▶ _Assignment_: Isolate every line in the records below with "from" in it.

▶ _Entries shown_:
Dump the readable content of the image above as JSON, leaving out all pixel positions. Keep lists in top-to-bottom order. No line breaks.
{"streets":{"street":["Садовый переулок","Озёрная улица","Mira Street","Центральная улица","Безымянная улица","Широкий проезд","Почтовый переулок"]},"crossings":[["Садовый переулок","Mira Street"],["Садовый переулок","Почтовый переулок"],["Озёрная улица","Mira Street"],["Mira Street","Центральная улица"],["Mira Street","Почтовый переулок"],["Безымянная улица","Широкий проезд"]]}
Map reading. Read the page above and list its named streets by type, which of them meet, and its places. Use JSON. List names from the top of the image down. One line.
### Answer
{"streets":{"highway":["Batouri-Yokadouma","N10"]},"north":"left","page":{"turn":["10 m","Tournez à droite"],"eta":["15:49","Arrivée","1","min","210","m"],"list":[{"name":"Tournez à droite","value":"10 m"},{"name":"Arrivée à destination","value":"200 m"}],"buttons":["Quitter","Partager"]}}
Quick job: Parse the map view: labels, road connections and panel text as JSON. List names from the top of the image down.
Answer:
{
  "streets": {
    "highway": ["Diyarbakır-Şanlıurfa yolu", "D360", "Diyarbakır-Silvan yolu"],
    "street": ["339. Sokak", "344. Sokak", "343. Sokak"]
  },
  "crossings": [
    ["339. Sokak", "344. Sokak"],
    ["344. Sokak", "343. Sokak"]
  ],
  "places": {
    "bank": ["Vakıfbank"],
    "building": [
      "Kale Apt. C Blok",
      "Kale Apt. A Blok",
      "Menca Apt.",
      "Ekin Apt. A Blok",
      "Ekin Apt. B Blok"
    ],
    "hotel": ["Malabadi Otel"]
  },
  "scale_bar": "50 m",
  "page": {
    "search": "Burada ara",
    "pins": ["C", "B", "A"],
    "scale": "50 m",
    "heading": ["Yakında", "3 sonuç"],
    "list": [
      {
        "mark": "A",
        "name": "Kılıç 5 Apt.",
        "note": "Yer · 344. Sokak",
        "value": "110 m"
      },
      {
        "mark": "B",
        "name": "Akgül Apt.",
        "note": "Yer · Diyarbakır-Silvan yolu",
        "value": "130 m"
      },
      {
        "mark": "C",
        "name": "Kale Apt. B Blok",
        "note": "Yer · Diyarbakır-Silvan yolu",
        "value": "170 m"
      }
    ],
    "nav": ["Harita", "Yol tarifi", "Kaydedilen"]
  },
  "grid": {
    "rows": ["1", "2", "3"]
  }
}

▶ _Exercise output_:
Map reading. Read the page above and list its named streets by type, which of them meet, and its places. Use JSON. List names from the top of the image down. One line.
Quick job: Parse the map view: labels, road connections and panel text as JSON. List names from the top of the image down.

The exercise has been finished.